Katılma Tarihi: 02 ekim 2006
Gönderilenler: 1195
Gönderen: 30 kasim 2019 Saat 00:16 | Kayıtlı IP Alıntı adalet

NOT:Aşağıdaki yazı,M.İslamoğlu'nun bu konuda yazığı eski
bir yazıdan konuyla ilgili kısımdır.Bu yazıyı ve Haluk
kardeşin yazısını okuyup kıyaslayın hangisi daha
insani,vicdani ve Kur'anidir acaba? :
  
"..Teorik olarak düşünüldüğünde, çoğunluğu
Müslüman olan bu ülkede "vicdani red hakkı"nı en çok
İslam dinine mensup olanların savunması gerekir.
Müslümanlar için bu hakkı elde etmek sadece "hak ve
özgürlük" adına değil, dini mükellefiyet
adına da bir vecibedir. Evet, dini bir vecibedir.

Adı "barış" olan bir dine mensup olacaksınız, mukaddes
kitabınız haksız yere bir adam öldürmeyi bütün bir
insanlığı öldürmek olarak niteleyecek, bir cana kıyanın
yerinin ebedi cehennem olduğunu söyleyecek, bireysel
savaşa birileri "terör" adını koyduğu için
lanetleyeceksiniz,ama iş kitle imha silahlarının su gibi
kullanıldığı devlet savaşına gelince,
bütün bu mukaddes ilkeler yerini ilkesiz bir hamasete
terk edecek. Laikliği unutup "gazi" ve "şehit" gibi dini
kavramların ardına sığınacaksınız. Bu konuda ağızlarından
ayet-hadis düşmeyen anlı şanlı "hocalar" eğer
samimilerse, sadece devlete yönelik şiddeti değil, devlet
eliyle icra edilen şiddeti de aynı kapsama almalı değil
mi? Yoksa devlet adına yapılınca, dinin istismarı mübah
mı oluyor?
Bu en basitinden bir çifte standarttır. Samimiyet bunun
neresinde?
Başbakan daha geçen gün çok yerinde olarak İsrail vahşeti
için "devlet terörü"nden söz etti. Doğrusu, Yahudi ordusu
içerisinden "vicdani red hakkı"nı kullanan onlarca pilot
çıktı. Aynı hakkı bu ülkede biri
kullanmaya kalksa, başına neler geleceğini hiç düşündünüz
mü?
K.Bumin "vicdani red hakkı" ile "ahlaki, dini, felsefi
duruş" arasında bir illiyet bağı kurmuş. Bu bağ gerçekten
önemli, çünkü inanmış bir mümin için günümüzdeki savaş
gerekçelerinin hemen tamamı "haksız yere adam
öldürmek"ten de çıkıp "bağy" kapsamındaki "kitlesel
kıyıma" giriyor ve onu "ebedi cehennemlikler" arasına
katacak büyük günahlardan biri halini alıyor.
Bir Müslüman "büyük günahtan" (mubiqât) şiddetle
kaçınmakla mükelleftir.
Hatta onun işlenmesine aracı olmak da o günahın parçası
olmak sayıldığı için, o da haramdır. Hatırlayın o fıkıh
usulü kuralını: "Harama aracı olmak da haramdır".

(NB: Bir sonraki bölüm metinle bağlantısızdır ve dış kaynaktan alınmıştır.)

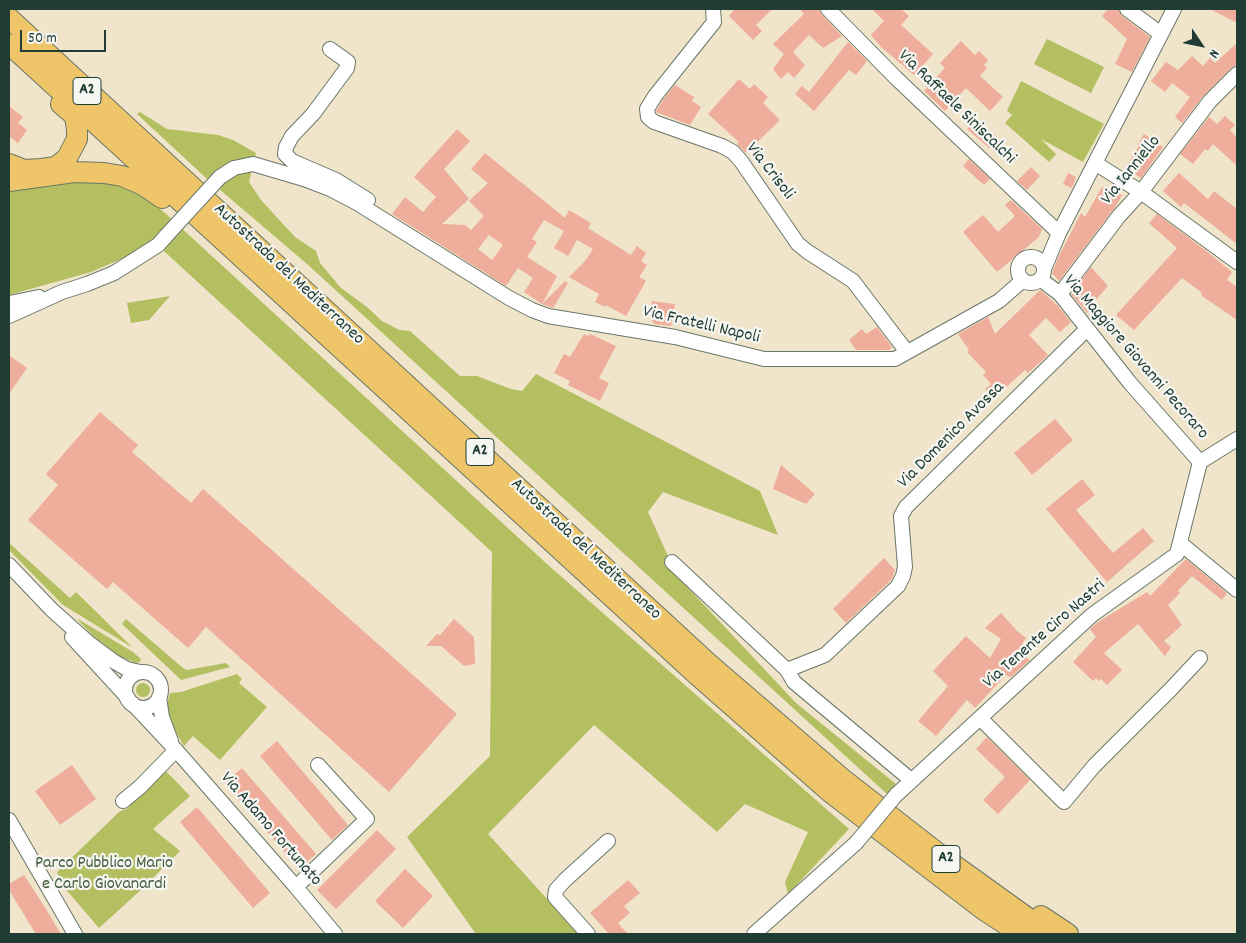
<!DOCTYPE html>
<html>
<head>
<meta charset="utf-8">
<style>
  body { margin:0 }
  #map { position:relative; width:1246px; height:943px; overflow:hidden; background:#f0e4ca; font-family:Dekko,sans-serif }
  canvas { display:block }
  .frame { position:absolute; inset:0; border:10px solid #1f3d34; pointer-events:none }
  .north { position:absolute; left:1176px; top:20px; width:50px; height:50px; -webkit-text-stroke:4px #f6f6f2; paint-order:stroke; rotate:124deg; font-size:14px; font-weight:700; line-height:20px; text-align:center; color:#1f3d34 }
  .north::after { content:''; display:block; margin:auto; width:18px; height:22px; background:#1f3d34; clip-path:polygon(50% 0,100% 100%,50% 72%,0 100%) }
  .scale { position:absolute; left:20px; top:30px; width:86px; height:22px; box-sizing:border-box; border:2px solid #1f3d34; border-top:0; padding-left:6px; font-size:15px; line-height:18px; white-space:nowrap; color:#1f3d34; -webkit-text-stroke:4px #f6f6f2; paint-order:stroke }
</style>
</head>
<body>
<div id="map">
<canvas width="1246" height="943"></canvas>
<div class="frame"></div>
<div class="north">N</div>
<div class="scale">50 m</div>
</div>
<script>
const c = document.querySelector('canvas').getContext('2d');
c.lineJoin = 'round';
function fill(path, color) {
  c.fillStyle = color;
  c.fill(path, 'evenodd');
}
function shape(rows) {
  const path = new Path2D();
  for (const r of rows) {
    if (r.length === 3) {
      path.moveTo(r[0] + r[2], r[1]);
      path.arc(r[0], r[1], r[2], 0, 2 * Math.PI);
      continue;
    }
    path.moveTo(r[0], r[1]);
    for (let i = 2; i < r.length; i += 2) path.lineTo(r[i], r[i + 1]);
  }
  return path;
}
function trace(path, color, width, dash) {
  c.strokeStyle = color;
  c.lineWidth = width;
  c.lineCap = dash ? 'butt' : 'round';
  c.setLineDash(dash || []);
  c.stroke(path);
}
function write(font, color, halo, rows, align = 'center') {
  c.font = font + ' Dekko,sans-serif';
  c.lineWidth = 4.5;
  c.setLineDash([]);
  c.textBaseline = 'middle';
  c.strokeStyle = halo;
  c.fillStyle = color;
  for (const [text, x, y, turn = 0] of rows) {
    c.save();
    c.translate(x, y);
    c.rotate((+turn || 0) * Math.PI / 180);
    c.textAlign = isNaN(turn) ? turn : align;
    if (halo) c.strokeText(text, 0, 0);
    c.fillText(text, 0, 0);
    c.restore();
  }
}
const green = shape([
  [1047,39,1104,67,1091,93,1034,64],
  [1021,81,1104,124,1083,162,1041,139,1056,154,1049,162,1005,123,1012,115,1007,111],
  [140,112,167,129,218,135,233,140,256,153,249,182,261,200,295,237,316,251,320,263,341,288,367,307,382,321,399,330,410,331,460,376,477,376,511,389,522,391,536,374,760,491,778,535,663,492,648,512,677,576,796,703,896,784,887,794,307,264,205,177,137,114],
  [78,178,129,184,165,213,547,564,849,829,788,894,785,882,808,832,745,804,717,832,594,725,488,834,579,934,476,934,407,837,490,756,492,552,153,241,126,257,91,272,9,295,9,185],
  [170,296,149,320,131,323,127,303],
  [9,543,70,598,76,592,133,648,63,605,9,550],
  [78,619,133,652,141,659,140,662,136,663,119,656,93,636,78,620],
  [126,619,183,668,187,670,226,663,230,667,181,680,122,624],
  [237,674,242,679,239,683,267,707,220,760,193,736,184,746,172,725,167,714,167,704,170,693,181,692],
  [143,690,7],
  [163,768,190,796,153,829,180,851,143,888,99,928,63,886,57,872,119,812,128,808]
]);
const building = shape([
  [735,9,772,9,756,25,762,31,753,40,729,16],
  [800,9,819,9,822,15,842,36,823,48,809,35,793,52,805,65,794,78,788,72,781,79,773,69,784,54,773,44,804,14],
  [872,9,901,9,909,16,901,25,933,54,914,75,881,47,871,35,884,21],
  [1108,9,1118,9,1122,16,1150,37,1132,72,1115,64,1127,39,1102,16],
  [1210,9,1237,9,1237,23],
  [961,41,975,55,979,51,988,60,984,65,987,68,980,76,1003,97,990,111,966,88,945,111,924,91,945,68,940,63],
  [848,42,867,61,856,75,849,70,814,111,795,94,802,86,809,92],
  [1237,43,1237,65,1231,68,1204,95,1182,123,1175,117,1190,97,1172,83,1165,92,1151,81,1166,62,1178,70,1192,56,1203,66,1210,58,1215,63],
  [739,79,750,89,754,84,768,97,763,103,780,120,746,153,737,144,739,142,708,114],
  [675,85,694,97,692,101,701,107,690,125,656,112,662,101],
  [9,106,23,117,18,123,27,130,18,143,9,136],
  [1225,116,1235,125,1230,130,1237,138,1237,166,1213,144,1208,151,1205,149,1193,164,1180,154,1209,117,1217,124],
  [975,121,985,130,987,129,998,138,989,148,967,129],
  [457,129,470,141,444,169,469,199,442,224,465,225,471,230,484,216,469,201,488,183,471,169,485,153,565,218,569,210,591,223,588,228,631,255,637,246,646,253,641,261,647,265,639,277,646,281,626,316,606,305,605,307,595,302,599,294,569,277,585,261,593,249,577,240,568,256,554,248,564,231,544,220,532,239,537,242,527,257,557,276,542,304,524,292,533,278,518,268,506,286,392,214,405,197,423,212,436,197,414,177],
  [489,235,503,245,492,260,478,249],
  [1144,134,1163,147,1141,178,1125,168,1139,146,1138,144],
  [969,159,990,179,984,185,963,166],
  [1031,167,1040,176,1027,190,1017,181],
  [1068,173,1076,177,1072,188,1063,184],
  [1179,173,1208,199,1214,191,1237,209,1237,244,1184,203,1181,207,1163,191],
  [1102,187,1122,195,1116,206,1059,281,1052,273,1059,256,1081,213,1085,217],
  [1011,200,1042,229,1039,237,997,272,963,232,983,215,998,232,1015,216,1005,205],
  [1157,214,1205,250,1232,272,1227,280,1237,287,1237,320,1202,296,1201,292,1182,278,1134,330,1116,315,1177,248,1149,223],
  [1091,267,1108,286,1092,304,1095,308,1087,313,1071,294],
  [565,281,568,283,553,308,542,304],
  [1040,290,1057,305,1071,322,1060,332,1046,318,1029,335,1048,355,1028,373,1025,370,993,399,985,389,991,384,983,375,986,372,967,352,969,350,958,334,988,317,995,334],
  [652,301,675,304,671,326,654,324,650,316],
  [877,327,892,347,889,350,856,350,849,340,862,329,866,334],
  [584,334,588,336,590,334,616,346,599,378,609,383,600,401,568,385,570,381,554,373,564,354,570,357],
  [9,355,27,368,9,394],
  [100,412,138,445,132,452,191,503,203,489,457,714,389,792,206,627,188,648,113,582,107,589,28,520,58,485,46,474],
  [1055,419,1073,440,1032,475,1014,453],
  [781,465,815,494,806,504,773,489],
  [1082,479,1095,495,1076,510,1113,553,1143,528,1154,541,1107,582,1046,509],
  [884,558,895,570,892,579,846,623,833,609],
  [1186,559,1227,593,1222,600,1192,576,1178,591,1180,593,1168,605,1182,625,1164,641,1171,647,1165,656,1138,624,1104,653,1122,670,1107,685,1101,679,1099,681,1096,678,1093,681,1073,662,1096,637,1090,629,1098,622,1147,592,1150,596],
  [1001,613,1017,631,1026,638,1017,652,1030,660,1011,677,1006,675,975,708,967,700,936,736,918,721,948,686,933,671,966,636,990,658,1001,639,985,628],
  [454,619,474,637,475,664,464,666,441,646,426,646,437,634,440,635],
  [987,737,1030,780,998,814,983,800,1005,777,976,749],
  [277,741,348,825,332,840,260,756],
  [72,765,96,799,60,825,35,791],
  [242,768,316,854,299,869,225,783],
  [197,807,270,893,253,908,180,822],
  [377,830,396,849,336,909,317,890],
  [405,869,433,896,403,928,375,901],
  [24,875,44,906,61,934,36,934,31,926,9,890,9,884],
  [628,880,640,893,624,906,630,913,618,923,628,934,609,934,590,913]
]);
const minor = shape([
  [713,9,714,22,655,96,647,109,648,117,654,122,722,146,733,152,741,161,798,244,808,252,853,281,907,352],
  [828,9,896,78,1059,233],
  [1127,9,1161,34],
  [330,49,348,62,347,68,313,114,292,136,286,147,285,154,292,161,336,180,368,200],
  [1095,163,1141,192,1237,262],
  [220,177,234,168,253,164,304,179,330,189,357,203,509,298,532,310,548,316,675,337,764,359,895,359,999,301,1023,280],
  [1031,270,13],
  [1044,269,1059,233,1174,9],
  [1040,279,1060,294,1130,383,1200,462],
  [1060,294,1119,216,1141,192,1210,101,1237,74],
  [9,303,39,297],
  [9,316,62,292,87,284,114,273,158,245,166,236],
  [1200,462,1237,439],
  [1180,543,1237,590],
  [672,562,787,670],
  [9,565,52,610,90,644,113,661,127,669,140,672],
  [72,637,128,698],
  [143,690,18],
  [159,697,162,717,171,741],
  [132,703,176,750,296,887,335,934],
  [980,718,1064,802,1094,766,1170,690,1200,658],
  [911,780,794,682,787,670,825,655,898,586,903,576,905,567,901,516,906,507,1087,329],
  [896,795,1092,615,1177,554,1200,462],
  [123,801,140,787,176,750],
  [9,820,75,934],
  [296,887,367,819,318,765],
  [588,934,555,897,556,890,565,880,608,841],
  [754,934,856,843]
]);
const highway = shape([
  [9,18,708,663,845,781,940,855,1050,934],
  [9,44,697,675,830,792,984,910,1021,934],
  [9,164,24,170,41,169,56,167,67,158,77,139,77,130,75,116,61,104],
  [9,181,74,172,104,173,122,176,143,185,162,198],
  [1041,916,1068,934]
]);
const minorBridge = shape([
  [166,236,220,177],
  [856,843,896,795]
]);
const shields = [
  [87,91,28],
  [480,452,28],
  [946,859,28]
];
const shieldNames = [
  ["A2",87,91],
  ["A2",480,452],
  ["A2",946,859]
];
const streetNames = [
  ["Via Raffaele Siniscalchi",956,108,44],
  ["Via Ianniello",1132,171,-51],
  ["Via Crisoli",769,172,52],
  ["Autostrada del Mediterraneo",288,275,43],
  ["Via Fratelli Napoli",701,326,13],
  ["Via Maggiore Giovanni Pecoraro",1135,358,49],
  ["Via Domenico Avossa",952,436,-45],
  ["Autostrada del Mediterraneo",585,550,43],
  ["Via Tenente Ciro Nastri",1045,635,-41],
  ["Via Adamo Fortunato",270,830,49]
];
const parkNames = [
  ["Parco Pubblico Mario",104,865],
  ["e Carlo Giovanardi",104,886]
];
fill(green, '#b3bf61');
fill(building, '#efad9b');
trace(minor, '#687768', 16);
trace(highway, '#687768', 22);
trace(minor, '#fff', 14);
trace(highway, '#eec569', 20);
trace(minorBridge, '#687768', 16, []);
trace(minorBridge, '#fff', 14);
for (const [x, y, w] of shields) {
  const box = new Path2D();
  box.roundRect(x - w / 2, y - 13.5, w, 27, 4);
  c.fillStyle = '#f6f6f2';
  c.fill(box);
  trace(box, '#1f3d34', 1);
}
write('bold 16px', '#1f3d34', null, shieldNames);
write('18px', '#1f3d34', '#f6f6f2', streetNames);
write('18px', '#445e3f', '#f6f6f2', parkNames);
</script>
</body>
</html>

İşte bu yüzden "vicdani red hakkı" bu ülkede en çok
dinine bağlı samimi Müslümanları ilgilendirmektedir."




__________________
"Bir kavme olan kininiz sizi adaletten ayırmasın.."
Yukarı dön Göster adalet's Profil Diğer Mesajlarını Ara: adalet
 
josephus
Groupie
Groupie
Simge

Katılma Tarihi: 11 nisan 2009
Yer: Turkiye
Gönderilenler: 49
Gönderen: 30 kasim 2019 Saat 00:16 | Kayıtlı IP Alıntı josephus

Haluk Bey'den gerçekten tuhaf bir yazı.

Sanırım bu Haluk Bey'in genel tavrı. Ortalığa tuhaf bir fikir atıp bir de güya Kuran'la delillendireceksiniz, sonra da itirazlara cevap vermeyeceksiniz.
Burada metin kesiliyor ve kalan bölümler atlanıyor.